TASK TO COMPLETE: Sort through the entries below and pull out lines containing the word "does".
[RECORD EXCERPTS — start]
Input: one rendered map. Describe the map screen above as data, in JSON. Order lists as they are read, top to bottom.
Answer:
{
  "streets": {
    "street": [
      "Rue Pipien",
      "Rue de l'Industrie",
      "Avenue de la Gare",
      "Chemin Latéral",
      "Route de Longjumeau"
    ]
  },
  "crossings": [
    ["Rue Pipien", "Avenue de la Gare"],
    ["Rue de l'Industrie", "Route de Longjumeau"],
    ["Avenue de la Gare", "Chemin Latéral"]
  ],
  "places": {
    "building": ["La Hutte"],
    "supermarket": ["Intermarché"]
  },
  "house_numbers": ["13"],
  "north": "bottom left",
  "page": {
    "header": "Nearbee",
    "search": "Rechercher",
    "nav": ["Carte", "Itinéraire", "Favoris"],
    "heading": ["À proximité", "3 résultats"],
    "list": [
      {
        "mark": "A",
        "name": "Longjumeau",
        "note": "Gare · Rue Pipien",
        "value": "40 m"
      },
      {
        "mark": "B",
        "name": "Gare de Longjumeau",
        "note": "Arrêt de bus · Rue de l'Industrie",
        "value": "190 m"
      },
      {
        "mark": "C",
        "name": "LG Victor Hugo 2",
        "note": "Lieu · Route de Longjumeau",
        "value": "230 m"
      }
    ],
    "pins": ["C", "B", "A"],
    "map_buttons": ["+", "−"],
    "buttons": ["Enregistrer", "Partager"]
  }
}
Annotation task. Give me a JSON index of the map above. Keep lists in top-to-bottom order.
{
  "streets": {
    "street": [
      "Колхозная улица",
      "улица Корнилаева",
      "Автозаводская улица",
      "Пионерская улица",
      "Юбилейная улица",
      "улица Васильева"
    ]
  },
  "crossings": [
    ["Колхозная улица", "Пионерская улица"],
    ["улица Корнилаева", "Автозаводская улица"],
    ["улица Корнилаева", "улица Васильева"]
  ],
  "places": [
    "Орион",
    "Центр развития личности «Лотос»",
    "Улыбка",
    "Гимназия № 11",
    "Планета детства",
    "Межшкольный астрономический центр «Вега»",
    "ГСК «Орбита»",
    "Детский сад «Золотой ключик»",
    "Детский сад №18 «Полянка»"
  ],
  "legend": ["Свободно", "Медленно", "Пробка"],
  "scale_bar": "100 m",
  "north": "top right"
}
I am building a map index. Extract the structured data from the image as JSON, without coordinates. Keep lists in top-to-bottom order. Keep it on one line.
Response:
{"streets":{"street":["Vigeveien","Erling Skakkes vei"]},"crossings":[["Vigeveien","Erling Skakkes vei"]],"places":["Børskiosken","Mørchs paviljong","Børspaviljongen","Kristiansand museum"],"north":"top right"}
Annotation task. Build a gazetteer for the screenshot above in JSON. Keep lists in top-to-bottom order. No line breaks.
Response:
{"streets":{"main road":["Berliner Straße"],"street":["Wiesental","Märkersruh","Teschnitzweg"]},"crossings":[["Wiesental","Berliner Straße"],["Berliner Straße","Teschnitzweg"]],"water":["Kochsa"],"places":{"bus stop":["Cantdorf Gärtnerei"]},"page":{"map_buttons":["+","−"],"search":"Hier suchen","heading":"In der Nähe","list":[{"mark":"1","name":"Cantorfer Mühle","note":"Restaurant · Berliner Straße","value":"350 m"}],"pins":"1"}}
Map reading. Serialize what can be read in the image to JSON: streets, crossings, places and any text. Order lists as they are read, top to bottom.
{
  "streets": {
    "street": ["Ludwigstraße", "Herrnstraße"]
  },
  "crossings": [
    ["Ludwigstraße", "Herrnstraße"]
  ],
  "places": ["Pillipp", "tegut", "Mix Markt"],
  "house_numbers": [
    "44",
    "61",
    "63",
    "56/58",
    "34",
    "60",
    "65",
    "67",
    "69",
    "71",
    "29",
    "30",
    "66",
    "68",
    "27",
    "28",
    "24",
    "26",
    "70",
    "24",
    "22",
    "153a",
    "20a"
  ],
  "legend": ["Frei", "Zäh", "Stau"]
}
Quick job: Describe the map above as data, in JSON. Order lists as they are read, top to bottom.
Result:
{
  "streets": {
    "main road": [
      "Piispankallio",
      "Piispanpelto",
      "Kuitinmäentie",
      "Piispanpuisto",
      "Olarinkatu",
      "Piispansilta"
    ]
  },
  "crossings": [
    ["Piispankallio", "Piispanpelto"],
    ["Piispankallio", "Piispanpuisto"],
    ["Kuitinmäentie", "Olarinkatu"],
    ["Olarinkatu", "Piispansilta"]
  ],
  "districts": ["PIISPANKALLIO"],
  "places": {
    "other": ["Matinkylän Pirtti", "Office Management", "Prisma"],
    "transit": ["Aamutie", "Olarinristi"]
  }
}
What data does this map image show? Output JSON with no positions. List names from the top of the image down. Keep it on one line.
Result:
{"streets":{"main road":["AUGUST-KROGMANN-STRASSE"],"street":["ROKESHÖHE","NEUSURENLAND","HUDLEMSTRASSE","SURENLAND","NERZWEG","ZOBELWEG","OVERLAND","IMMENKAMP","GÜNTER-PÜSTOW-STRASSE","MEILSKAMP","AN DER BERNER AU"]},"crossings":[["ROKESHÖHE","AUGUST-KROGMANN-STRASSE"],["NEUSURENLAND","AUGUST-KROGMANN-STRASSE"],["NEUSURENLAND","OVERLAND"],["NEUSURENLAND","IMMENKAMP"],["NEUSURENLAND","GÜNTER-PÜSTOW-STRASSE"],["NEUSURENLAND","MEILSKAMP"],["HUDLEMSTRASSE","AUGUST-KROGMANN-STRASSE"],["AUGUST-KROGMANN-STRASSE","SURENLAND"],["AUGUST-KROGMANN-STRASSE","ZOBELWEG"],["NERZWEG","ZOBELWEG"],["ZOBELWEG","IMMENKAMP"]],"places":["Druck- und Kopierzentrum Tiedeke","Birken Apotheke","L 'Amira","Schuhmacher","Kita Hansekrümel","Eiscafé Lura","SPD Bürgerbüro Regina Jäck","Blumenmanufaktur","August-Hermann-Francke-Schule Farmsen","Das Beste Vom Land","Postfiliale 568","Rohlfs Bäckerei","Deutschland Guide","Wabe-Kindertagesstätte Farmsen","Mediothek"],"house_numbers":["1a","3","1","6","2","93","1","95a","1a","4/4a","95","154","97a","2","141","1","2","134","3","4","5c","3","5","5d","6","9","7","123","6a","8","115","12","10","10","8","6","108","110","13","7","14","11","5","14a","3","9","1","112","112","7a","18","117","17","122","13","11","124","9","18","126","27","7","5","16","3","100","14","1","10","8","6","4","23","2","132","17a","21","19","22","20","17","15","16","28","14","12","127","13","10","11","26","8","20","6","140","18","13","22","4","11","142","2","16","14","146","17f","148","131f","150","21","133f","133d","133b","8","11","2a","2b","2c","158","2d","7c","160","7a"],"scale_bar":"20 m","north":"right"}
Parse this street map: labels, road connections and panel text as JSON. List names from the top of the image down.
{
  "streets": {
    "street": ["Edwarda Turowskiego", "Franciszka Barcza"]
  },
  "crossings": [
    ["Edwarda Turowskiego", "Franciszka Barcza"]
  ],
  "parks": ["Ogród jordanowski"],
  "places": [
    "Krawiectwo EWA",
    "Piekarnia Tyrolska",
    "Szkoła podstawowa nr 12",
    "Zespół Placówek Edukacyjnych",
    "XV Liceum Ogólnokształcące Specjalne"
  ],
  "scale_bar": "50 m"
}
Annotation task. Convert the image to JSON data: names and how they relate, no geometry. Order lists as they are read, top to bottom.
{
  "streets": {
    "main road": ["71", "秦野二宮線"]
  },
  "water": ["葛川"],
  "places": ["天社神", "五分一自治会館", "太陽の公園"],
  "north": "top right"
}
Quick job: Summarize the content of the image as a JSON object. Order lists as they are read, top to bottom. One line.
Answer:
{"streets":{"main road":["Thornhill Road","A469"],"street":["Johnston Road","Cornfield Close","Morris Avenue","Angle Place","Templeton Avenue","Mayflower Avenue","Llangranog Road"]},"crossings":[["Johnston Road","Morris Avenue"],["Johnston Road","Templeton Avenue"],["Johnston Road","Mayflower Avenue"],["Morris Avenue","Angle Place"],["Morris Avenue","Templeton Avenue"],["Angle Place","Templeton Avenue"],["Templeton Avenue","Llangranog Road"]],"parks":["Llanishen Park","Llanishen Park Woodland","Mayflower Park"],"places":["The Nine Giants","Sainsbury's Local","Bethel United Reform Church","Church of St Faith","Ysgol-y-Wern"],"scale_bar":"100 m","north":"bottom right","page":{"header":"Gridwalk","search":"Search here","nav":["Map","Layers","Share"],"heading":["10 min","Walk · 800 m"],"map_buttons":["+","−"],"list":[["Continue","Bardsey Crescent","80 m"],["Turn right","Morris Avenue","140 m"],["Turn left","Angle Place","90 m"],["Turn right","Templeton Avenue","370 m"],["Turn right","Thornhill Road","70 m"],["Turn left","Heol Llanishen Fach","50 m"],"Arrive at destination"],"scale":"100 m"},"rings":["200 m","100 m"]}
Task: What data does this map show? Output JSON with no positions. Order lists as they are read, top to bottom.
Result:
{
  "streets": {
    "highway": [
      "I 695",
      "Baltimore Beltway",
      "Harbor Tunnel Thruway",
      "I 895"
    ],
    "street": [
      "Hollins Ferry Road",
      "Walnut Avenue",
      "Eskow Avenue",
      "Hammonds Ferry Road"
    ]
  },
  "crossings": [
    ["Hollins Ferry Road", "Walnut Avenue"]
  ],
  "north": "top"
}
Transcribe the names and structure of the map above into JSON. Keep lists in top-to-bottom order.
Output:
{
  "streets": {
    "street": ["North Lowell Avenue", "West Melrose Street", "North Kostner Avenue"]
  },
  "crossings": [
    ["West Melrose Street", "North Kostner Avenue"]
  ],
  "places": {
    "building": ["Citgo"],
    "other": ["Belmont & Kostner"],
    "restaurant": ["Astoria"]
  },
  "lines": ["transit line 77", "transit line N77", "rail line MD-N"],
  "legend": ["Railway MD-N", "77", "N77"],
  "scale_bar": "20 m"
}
[RECORD EXCERPTS — finish]
TASK RESPONSE:
What data does this map image show? Output JSON with no positions. List names from the top of the image down. Keep it on one line.
Task: What data does this map show? Output JSON with no positions. Order lists as they are read, top to bottom.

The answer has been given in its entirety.